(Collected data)
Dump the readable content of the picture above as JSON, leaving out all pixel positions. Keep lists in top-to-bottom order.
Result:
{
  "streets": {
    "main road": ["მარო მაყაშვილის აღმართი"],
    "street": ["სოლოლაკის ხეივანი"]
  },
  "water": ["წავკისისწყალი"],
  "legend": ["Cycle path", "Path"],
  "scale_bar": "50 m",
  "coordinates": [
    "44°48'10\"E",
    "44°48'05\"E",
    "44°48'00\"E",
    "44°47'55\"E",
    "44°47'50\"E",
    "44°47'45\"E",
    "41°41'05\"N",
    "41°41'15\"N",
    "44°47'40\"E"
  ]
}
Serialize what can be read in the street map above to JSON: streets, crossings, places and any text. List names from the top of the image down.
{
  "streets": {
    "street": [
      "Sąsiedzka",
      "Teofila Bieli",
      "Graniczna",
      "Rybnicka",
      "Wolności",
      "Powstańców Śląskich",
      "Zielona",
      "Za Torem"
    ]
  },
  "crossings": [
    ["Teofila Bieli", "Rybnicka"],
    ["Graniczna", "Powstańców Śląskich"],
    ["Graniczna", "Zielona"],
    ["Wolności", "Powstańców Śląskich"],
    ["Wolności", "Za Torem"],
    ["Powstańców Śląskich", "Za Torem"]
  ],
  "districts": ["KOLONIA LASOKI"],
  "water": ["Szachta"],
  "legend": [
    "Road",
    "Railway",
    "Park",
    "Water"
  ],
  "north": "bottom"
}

* **Task statement**
The lines to return run from the one containing "Serialize what can" through the last line of the records above. Give them exactly and include nothing more.

* **Task solution**
Serialize what can be read in the street map above to JSON: streets, crossings, places and any text. List names from the top of the image down.
{
  "streets": {
    "street": [
      "Sąsiedzka",
      "Teofila Bieli",
      "Graniczna",
      "Rybnicka",
      "Wolności",
      "Powstańców Śląskich",
      "Zielona",
      "Za Torem"
    ]
  },
  "crossings": [
    ["Teofila Bieli", "Rybnicka"],
    ["Graniczna", "Powstańców Śląskich"],
    ["Graniczna", "Zielona"],
    ["Wolności", "Powstańców Śląskich"],
    ["Wolności", "Za Torem"],
    ["Powstańców Śląskich", "Za Torem"]
  ],
  "districts": ["KOLONIA LASOKI"],
  "water": ["Szachta"],
  "legend": [
    "Road",
    "Railway",
    "Park",
    "Water"
  ],
  "north": "bottom"
}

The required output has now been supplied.